• **Data**:
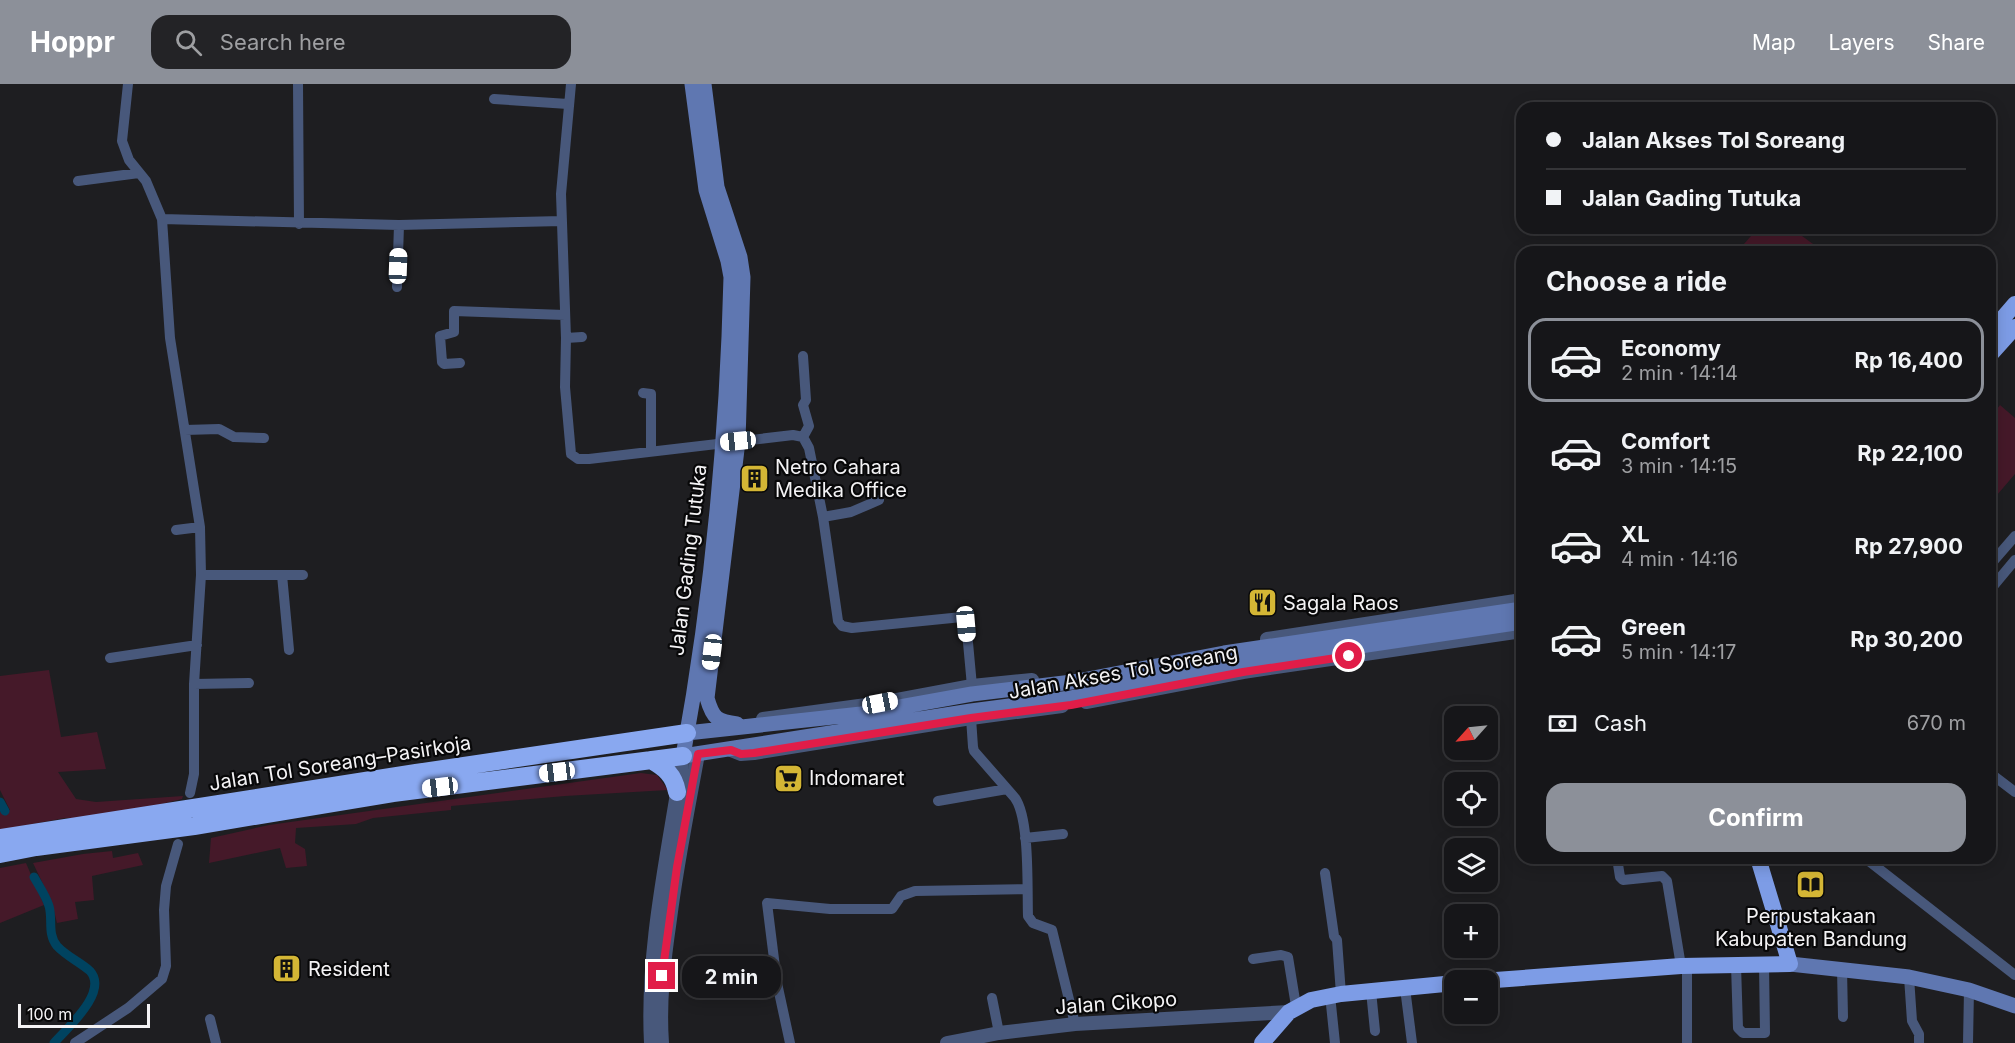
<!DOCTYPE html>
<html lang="en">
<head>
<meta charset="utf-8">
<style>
  :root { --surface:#161619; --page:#232326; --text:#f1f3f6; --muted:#9e9fa2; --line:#353538; --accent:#8c9099 }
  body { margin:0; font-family:Inter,sans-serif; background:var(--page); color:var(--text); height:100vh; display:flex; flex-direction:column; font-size:22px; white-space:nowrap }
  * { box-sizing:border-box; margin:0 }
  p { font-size:20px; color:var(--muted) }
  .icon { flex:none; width:33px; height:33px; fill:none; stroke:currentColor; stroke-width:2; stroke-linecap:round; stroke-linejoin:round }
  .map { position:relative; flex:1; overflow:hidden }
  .side { position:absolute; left:1516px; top:162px; width:480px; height:618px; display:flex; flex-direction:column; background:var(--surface); border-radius:18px; box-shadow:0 3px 15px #0003,0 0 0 2px var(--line) }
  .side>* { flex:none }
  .top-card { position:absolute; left:1516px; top:18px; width:480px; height:132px; border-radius:18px; box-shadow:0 3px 15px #0003,0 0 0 2px var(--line); display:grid; align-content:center; height:132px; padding:0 30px; background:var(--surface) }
  .needle { width:39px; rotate:243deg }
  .fabs { position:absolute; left:1444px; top:622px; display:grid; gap:12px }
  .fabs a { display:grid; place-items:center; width:54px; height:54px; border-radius:12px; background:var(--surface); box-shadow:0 3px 15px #0003,0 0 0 2px var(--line); font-size:30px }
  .scale { position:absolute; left:18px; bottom:15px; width:132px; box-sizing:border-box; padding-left:6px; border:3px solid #f4f3f5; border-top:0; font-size:16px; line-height:21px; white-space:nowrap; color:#f4f3f5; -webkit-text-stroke:4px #080809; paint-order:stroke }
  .end { position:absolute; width:27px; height:27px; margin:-14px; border:8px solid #e11d48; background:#fff; box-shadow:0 0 0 3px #fff }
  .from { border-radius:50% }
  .bubble { position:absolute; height:42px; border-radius:18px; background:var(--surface); box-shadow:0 3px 15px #0003,0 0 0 2px var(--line); font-size:20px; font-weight:700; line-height:42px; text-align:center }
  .car { position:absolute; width:18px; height:36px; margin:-18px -9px; border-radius:8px; box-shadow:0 0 4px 2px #0007; background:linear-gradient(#fff 24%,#345 0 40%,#fff 0 76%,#345 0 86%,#fff 0) }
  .top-card b { display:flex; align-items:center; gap:21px; height:57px; font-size:22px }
  .top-card b+b { border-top:2px solid var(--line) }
  .top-card i { width:15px; height:15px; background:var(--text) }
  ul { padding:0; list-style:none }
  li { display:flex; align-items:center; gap:18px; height:84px; margin:0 12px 9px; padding:0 18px; border:3px solid transparent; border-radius:18px }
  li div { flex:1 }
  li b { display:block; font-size:22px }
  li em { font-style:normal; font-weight:700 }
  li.on { border-color:var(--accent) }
  li>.icon { width:54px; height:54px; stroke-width:1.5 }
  h2 { padding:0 30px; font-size:27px; line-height:72px }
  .pay { display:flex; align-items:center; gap:15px; height:66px; padding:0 30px; font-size:22px }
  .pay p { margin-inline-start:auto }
  .action { display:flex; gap:12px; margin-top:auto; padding:12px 30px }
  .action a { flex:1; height:69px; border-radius:18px; background:var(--accent); color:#fff; font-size:24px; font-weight:700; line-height:69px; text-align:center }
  header { display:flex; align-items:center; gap:36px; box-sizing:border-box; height:84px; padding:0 30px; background:var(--accent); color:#fff }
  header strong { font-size:28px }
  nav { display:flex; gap:33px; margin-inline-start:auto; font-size:21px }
  .search { width:420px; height:54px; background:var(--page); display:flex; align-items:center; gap:15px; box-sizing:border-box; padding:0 21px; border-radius:18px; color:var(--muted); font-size:22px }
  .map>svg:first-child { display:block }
</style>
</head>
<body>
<header>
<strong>Hoppr</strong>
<div class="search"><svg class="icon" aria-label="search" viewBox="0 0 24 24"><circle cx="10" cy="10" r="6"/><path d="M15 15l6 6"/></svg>Search here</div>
<nav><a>Map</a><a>Layers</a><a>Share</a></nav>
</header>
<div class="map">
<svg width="2015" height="959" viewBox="0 0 2015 959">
  <rect width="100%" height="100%" fill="#1e1e21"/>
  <!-- green -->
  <path fill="#451929" d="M 1758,144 L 1791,144 L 1824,168 L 1737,168 Z
    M 2000,321 L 2015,334 L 2015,390 L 1991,418 L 1991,333 Z
    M 49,586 L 61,653 L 97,648 L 106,685 L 58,688 L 76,715 L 96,718 L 183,712 L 182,715 L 137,726 L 81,734 L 65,734 L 0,746 L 0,728 L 10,726 L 0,706 L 0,592 Z
    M 641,689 L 657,691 L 668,706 L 565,712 L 451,722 L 451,726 L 373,734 L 356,740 L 296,744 L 295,759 L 305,765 L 307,782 L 286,784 L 280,764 L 209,779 L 211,754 L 269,741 Z
    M 112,767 L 113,774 L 138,769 L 143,781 L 92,792 L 94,816 L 75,818 L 78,835 L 57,839 L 52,819 L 33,779 L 83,770 Z
    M 26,779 L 44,821 L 0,839 L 0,784 Z"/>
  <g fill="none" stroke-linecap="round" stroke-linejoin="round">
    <!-- canal -->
    <path stroke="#004360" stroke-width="9" d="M 0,718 L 5,727
      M 34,793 C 39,802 46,812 49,822 C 53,835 47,850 57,862 C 66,872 80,878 90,887 C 109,908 67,944 54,959"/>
    <!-- minor -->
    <path stroke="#48587b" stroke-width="10" d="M 128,0 L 122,57 L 129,76 L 146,97 L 162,135 L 170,254 L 200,443 L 201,491 L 194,600 L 194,690 L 190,709
      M 298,0 L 299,140
      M 571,0 L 561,110 L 566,254 L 565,303 L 571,370 L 578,375 L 589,375 L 793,351 L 803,353 L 809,364 L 823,433 L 838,537 L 842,542 L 852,544 L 962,533 L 966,537 L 972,602
      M 494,15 L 568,20
      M 78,97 L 139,89
      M 162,135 L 399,141 L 562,137
      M 397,203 L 399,141
      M 566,254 L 582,253
      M 803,272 L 806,316 L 803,321 L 809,342 L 803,353
      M 460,279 L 444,280 L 442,278 L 440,252 L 454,248 L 454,227 L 565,231
      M 643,309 L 651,310 L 651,367
      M 185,346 L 219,345 L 234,353 L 264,354
      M 823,433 L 851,428 L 879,416
      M 176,446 L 200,443
      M 1990,481 L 2015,452
      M 201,491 L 303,491
      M 282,491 L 289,566
      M 1990,506 L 2015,476
      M 110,574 L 197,561
      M 194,600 L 249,599
      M 971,634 L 973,663 L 974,667 L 1015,714 C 1030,735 1027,805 1028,832 L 1033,839 L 1052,846 L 1075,940
      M 1990,689 L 2015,708
      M 938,717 L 1007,705
      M 1025,754 L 1063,750
      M 1617,774 L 1620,793 L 1623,796 L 1662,792 L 1667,797 L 1681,882
      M 1865,774 L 2015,891
      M 1325,789 L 1334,852 L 1337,856 L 1341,910
      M 1253,875 L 1281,871 L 1288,873 L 1296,922
      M 1736,881 L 1738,944 L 1743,949 L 1765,949 L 1764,880
      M 1842,885 L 1843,933
      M 1909,893 L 1912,937 L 1919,950 L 1919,959
      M 1405,904 L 1412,959
      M 1371,907 L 1375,947
      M 1330,911 L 1335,959
      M 992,914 L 999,949
      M 210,935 L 216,959
      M 75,959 L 128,924 L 162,895 L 166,882 L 164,826 L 166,802 L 178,760
      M 790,959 L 777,899 L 767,819 L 830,825 L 892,825 L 901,812 L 915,807 L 1027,805
      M 1687,959 L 1687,882
      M 1968,959 L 1969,906"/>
    <!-- tertiary -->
    <path stroke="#48587b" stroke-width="14" d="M 1267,555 L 1522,516
      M 1086,618 L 1243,588 L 1522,547
      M 763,635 L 881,619 L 972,602 L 1032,596
      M 731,666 L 741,670 L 754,669 L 971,634 L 1062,622
      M 651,959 C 646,863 669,766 683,672
      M 662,959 C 659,917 664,876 670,835 C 677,779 688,725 698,670
      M 947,959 L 999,949 L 1075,940 L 1289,928"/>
    <!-- secondary -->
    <path stroke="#5f77b1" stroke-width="15" d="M 692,0 L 706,106 L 728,177 L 731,193 C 727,354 712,514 683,672 L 971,627 L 1070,614 L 1239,580 L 1522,538
      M 704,0 L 717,103 L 740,173 L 743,193 L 738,357 L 707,614 C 713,635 717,637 737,640
      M 687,649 L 861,630 L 972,610 L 1072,598 L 1224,569 L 1522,525
      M 1790,880 L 1909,893 L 1969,906 L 2015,922"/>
    <!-- trunk -->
    <path stroke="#7d9ce6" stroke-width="16" d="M 1990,249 L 2015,220
      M 1990,271 L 2015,243
      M 1482,897 L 1681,882 L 1790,880 L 1758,774
      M 1262,959 L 1289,928 L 1311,916 L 1341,910 L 1455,899"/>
    <!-- motorway -->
    <path stroke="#89a8f0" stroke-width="18" d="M 651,676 C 665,684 674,691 677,708
      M 0,754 L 416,689 L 687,649
      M 0,770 L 36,763 L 194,742 L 393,709 L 683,672"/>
  </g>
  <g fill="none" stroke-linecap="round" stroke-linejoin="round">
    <!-- route -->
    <path stroke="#e11d48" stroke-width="8" d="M 662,892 L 677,783 L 698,670 L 731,666 L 741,670 L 754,669 L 971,634 L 1071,621 L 1243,588 L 1349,572"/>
  </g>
  <!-- icons -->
  <defs>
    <symbol id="building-square" viewBox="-11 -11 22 22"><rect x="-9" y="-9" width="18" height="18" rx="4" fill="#d4b635" stroke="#080809"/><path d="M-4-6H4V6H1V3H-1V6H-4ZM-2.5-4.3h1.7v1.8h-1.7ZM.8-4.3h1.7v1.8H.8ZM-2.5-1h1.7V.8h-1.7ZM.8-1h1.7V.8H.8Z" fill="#111"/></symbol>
    <symbol id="restaurant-square" viewBox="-11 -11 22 22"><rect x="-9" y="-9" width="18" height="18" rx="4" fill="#d4b635" stroke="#080809"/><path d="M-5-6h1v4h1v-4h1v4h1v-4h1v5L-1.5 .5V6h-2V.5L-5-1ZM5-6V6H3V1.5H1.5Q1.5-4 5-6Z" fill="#111"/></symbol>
    <symbol id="supermarket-square" viewBox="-11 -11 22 22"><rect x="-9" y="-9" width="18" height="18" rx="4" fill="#d4b635" stroke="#080809"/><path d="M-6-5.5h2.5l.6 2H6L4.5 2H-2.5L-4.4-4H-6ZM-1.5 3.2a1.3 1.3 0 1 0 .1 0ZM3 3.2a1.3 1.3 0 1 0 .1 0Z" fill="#111"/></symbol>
    <symbol id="library-square" viewBox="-11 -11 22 22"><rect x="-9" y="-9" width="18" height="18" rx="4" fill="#d4b635" stroke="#080809"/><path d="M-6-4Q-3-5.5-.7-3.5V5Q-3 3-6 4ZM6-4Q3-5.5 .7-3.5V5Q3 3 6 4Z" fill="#111"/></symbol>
  </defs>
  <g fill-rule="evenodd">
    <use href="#building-square" x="738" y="378" width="33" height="33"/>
    <use href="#restaurant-square" x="1246" y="502" width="33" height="33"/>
    <use href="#supermarket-square" x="772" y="678" width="33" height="33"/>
    <use href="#library-square" x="1794" y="784" width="33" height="33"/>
    <use href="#building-square" x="270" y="868" width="33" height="33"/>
  </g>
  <g text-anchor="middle" stroke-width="4.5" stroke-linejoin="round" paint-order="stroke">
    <!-- poi labels -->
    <g font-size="20" fill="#f4f3f5" stroke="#080809" text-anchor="start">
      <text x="775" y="390">Netro Cahara<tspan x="775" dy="23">Medika Office</tspan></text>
      <text x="1283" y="526">Sagala Raos</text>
      <text x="809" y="701">Indomaret</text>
      <text x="1811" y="839" text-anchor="middle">Perpustakaan<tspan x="1811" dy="23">Kabupaten Bandung</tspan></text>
      <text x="308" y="892">Resident</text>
    </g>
    <!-- street labels -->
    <g font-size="20" fill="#f4f3f5" stroke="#080809">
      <text transform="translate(688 476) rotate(-83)" y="7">Jalan Gading Tutuka</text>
      <text transform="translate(1123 588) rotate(-10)" y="7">Jalan Akses Tol Soreang</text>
      <text transform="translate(340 679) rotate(-9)" y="7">Jalan Tol Soreang–Pasirkoja</text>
      <text transform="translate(1116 919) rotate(-4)" y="7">Jalan Cikopo</text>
    </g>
  </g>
</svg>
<div class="fabs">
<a><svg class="needle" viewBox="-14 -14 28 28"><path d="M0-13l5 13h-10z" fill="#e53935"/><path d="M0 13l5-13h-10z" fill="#9e9fa2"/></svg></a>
<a><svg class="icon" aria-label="locate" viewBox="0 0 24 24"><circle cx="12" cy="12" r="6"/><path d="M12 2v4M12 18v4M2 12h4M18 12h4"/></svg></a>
<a><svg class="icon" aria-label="layers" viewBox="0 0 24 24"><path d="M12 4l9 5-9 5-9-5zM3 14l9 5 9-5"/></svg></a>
<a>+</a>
<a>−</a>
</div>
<div class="scale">100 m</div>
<i class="end from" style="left:1349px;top:572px"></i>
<i class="end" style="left:662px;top:892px"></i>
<div class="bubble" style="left:682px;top:872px;width:99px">2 min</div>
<i class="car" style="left:398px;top:182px;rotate:2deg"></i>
<i class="car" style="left:738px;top:357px;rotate:264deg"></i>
<i class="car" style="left:966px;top:540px;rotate:175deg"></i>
<i class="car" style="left:712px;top:568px;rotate:187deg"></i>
<i class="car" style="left:880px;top:619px;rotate:79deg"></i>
<i class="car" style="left:557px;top:688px;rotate:263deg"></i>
<i class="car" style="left:440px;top:703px;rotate:263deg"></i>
<div class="top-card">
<b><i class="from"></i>Jalan Akses Tol Soreang</b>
<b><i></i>Jalan Gading Tutuka</b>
</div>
<section class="side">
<h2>Choose a ride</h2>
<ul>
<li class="on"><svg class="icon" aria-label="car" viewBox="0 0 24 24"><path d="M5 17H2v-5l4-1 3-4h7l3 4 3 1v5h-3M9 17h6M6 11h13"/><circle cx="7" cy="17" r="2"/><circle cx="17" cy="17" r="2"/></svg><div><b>Economy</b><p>2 min · 14:14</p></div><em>Rp 16,400</em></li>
<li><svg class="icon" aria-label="car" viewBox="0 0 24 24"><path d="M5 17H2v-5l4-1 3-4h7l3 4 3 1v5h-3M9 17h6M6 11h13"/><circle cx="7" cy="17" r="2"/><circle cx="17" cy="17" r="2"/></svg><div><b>Comfort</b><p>3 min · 14:15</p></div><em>Rp 22,100</em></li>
<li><svg class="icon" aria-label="car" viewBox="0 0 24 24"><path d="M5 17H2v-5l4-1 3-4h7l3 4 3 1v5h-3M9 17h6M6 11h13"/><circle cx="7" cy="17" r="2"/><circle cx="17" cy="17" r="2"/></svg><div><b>XL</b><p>4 min · 14:16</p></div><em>Rp 27,900</em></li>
<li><svg class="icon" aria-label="car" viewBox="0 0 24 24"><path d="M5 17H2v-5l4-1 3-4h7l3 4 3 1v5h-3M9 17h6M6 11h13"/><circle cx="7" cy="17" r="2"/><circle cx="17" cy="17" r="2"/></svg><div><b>Green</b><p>5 min · 14:17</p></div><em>Rp 30,200</em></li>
</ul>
<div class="pay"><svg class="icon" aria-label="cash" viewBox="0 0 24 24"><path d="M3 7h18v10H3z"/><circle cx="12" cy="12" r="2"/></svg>Cash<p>670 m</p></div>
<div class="action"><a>Confirm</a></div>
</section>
</div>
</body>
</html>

• **Problem description**:
Copy out each line of the data containing the string "fabs".

• **Answer below**:
  .fabs { position:absolute; left:1444px; top:622px; display:grid; gap:12px }
  .fabs a { display:grid; place-items:center; width:54px; height:54px; border-radius:12px; background:var(--surface); box-shadow:0 3px 15px #0003,0 0 0 2px var(--line); font-size:30px }
<div class="fabs">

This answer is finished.